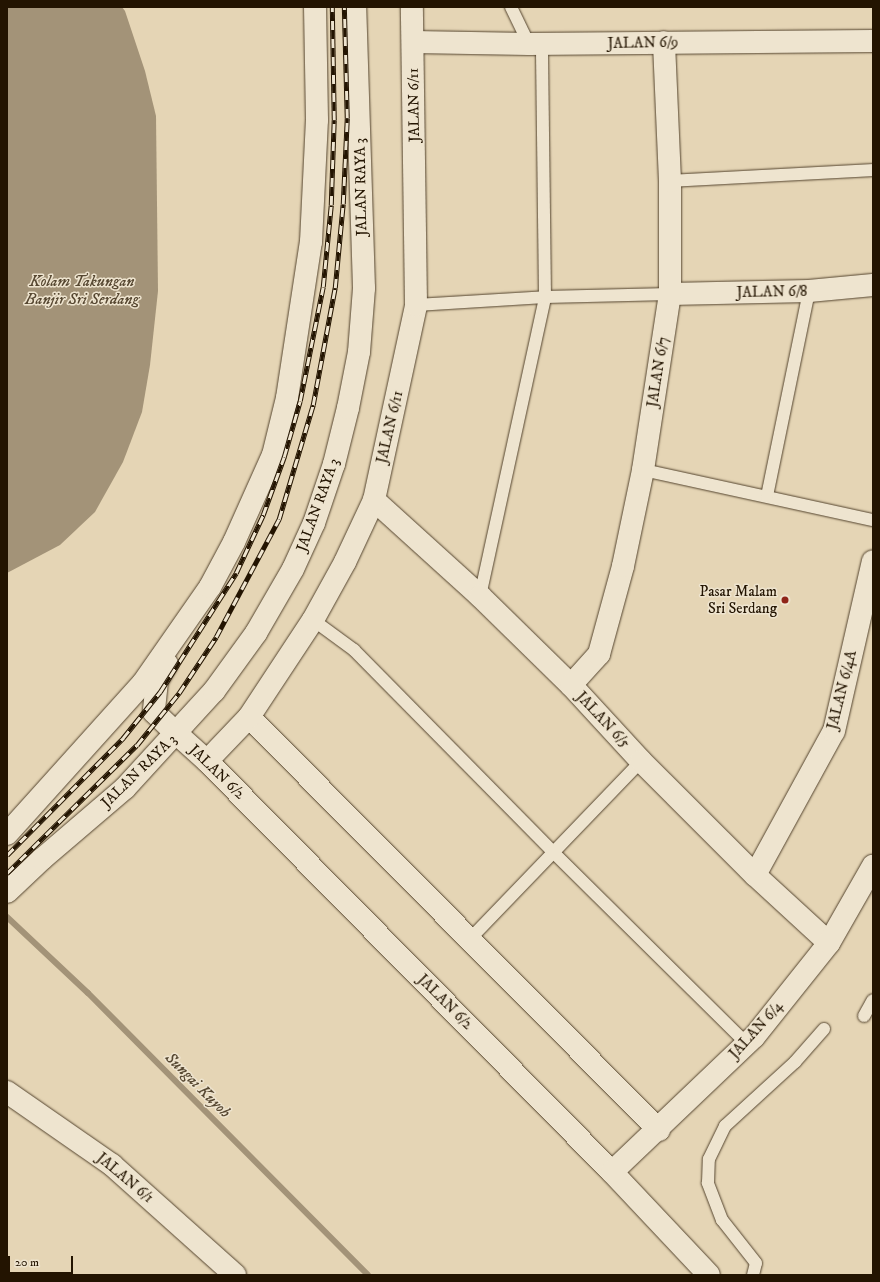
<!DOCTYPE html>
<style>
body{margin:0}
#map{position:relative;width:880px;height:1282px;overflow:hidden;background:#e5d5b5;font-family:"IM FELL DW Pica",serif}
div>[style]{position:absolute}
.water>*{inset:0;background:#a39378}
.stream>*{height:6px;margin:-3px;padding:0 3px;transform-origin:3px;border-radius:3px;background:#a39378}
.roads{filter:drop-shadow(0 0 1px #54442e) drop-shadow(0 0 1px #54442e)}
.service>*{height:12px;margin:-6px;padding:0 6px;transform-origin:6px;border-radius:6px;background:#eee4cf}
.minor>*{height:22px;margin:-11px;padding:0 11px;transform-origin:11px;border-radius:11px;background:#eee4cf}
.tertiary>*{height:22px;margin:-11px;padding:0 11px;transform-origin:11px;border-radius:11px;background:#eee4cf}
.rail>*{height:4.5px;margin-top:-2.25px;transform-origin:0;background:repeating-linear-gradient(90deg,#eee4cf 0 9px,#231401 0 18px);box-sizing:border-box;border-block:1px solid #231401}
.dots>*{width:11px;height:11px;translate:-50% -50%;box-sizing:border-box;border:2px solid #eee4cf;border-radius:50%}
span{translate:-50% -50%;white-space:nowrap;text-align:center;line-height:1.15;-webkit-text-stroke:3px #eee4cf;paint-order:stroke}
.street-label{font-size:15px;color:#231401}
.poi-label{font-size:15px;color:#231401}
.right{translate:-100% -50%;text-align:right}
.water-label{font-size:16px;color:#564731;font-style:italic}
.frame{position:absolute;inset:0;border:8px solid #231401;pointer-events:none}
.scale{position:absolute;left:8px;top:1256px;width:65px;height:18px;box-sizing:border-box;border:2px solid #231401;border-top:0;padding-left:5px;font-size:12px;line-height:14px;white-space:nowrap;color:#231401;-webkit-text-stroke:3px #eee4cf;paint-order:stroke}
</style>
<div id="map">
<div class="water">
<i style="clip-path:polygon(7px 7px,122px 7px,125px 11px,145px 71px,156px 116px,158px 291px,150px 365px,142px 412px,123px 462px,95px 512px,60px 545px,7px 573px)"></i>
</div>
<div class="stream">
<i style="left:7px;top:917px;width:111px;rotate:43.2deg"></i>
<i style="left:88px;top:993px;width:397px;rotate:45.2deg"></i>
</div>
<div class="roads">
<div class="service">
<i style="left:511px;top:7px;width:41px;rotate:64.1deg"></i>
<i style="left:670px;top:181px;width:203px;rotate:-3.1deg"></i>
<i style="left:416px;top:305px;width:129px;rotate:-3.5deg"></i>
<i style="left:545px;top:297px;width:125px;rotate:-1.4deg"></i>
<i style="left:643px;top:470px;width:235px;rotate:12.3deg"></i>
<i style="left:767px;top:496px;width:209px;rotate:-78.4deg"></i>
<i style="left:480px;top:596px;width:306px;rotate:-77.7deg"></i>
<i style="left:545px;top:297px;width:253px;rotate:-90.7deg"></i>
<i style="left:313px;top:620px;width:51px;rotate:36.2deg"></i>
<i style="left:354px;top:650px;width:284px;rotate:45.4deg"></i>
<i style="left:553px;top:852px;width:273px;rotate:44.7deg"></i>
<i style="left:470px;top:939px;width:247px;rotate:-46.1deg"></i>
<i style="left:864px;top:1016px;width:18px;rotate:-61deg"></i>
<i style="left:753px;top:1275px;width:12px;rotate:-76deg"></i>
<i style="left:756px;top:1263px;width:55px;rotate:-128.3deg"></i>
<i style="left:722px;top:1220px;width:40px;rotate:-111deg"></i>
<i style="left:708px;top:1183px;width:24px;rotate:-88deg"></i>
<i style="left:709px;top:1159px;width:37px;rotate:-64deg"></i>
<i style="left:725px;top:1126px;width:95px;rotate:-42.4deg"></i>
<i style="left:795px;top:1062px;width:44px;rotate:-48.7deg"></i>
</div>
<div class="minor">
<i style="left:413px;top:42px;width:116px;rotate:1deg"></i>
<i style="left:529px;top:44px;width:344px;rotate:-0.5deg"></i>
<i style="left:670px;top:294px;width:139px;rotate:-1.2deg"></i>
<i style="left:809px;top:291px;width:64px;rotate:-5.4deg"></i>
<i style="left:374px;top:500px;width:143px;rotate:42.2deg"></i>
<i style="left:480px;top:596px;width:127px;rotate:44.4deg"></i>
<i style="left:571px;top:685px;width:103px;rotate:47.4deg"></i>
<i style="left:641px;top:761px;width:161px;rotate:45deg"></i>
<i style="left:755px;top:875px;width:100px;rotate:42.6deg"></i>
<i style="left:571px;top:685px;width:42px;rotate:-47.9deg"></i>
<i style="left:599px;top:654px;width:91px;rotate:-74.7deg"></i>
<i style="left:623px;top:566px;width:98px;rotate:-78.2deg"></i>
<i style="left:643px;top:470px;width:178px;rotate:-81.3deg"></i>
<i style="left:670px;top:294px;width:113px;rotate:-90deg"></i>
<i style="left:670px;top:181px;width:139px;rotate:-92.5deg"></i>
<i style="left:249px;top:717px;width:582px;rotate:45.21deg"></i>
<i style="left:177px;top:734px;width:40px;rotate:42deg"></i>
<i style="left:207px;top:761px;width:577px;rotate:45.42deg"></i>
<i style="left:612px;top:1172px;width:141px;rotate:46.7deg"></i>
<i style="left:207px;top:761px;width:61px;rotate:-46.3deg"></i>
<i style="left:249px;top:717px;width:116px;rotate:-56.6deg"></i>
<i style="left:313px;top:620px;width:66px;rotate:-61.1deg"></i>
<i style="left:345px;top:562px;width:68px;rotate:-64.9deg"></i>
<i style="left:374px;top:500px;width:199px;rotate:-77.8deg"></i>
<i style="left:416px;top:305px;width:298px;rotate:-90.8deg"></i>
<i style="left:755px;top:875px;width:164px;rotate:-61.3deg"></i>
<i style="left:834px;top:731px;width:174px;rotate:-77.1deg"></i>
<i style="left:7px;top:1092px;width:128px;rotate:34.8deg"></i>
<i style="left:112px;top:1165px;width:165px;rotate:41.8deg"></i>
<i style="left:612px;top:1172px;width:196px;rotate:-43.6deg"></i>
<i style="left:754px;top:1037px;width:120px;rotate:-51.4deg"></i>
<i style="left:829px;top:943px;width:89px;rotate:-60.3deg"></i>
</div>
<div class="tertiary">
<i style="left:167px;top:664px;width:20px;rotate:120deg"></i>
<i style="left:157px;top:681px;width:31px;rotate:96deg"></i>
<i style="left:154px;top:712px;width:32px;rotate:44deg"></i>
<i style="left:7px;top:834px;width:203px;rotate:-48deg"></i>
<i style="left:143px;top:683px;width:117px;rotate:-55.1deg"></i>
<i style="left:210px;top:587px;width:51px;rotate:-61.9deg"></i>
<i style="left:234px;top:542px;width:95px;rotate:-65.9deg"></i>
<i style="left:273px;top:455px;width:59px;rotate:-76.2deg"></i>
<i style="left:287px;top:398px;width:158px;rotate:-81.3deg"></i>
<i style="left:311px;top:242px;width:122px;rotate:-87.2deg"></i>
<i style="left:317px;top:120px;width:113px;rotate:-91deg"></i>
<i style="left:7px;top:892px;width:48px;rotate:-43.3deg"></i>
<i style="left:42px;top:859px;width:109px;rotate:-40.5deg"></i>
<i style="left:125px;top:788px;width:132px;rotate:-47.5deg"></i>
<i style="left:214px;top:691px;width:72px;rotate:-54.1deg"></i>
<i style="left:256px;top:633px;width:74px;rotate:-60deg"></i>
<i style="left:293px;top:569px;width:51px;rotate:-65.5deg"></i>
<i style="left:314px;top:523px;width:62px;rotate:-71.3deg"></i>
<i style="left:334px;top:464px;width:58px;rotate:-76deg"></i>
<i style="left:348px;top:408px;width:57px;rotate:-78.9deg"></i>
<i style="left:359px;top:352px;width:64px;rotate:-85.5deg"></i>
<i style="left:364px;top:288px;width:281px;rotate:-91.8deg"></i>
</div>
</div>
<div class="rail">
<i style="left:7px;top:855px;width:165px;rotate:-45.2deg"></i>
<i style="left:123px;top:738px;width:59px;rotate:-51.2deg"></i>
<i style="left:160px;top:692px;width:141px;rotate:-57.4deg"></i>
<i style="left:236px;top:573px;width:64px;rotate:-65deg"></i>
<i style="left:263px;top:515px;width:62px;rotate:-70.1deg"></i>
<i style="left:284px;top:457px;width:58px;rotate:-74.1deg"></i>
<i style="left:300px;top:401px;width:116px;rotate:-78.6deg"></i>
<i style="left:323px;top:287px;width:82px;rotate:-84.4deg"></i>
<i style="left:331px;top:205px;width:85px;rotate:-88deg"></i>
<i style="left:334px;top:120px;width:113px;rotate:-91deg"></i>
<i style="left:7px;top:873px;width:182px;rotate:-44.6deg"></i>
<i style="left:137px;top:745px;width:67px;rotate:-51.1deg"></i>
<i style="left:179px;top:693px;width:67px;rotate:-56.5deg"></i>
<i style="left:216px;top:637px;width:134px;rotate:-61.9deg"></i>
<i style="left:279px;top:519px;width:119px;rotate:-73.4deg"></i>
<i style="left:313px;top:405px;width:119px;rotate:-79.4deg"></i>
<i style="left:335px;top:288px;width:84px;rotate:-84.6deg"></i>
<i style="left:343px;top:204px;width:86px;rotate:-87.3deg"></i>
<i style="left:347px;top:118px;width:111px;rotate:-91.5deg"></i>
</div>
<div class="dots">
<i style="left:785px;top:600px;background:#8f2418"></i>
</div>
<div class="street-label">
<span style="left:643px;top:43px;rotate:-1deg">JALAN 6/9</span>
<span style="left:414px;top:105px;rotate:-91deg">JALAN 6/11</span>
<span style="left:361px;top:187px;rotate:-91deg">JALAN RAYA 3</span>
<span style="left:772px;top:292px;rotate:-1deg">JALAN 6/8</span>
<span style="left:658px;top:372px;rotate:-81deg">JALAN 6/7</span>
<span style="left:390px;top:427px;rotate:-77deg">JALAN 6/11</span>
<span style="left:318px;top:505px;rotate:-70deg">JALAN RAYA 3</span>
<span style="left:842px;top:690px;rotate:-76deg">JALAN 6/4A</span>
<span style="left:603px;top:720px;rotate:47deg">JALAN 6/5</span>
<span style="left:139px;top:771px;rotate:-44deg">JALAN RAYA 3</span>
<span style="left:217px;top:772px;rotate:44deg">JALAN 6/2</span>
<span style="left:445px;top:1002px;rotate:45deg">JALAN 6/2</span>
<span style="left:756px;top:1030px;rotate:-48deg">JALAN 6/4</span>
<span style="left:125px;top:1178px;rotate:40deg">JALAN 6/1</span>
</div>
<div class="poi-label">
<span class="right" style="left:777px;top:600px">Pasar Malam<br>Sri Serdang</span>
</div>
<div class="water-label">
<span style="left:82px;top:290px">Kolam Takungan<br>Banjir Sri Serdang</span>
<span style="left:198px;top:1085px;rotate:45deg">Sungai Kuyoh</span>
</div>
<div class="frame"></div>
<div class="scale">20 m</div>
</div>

+--

WHAT YOU WILL DO:
Go over the listing above and say how many lines contain the word "service". Please give the number only.

RESPONSE TO THIS TASK:
2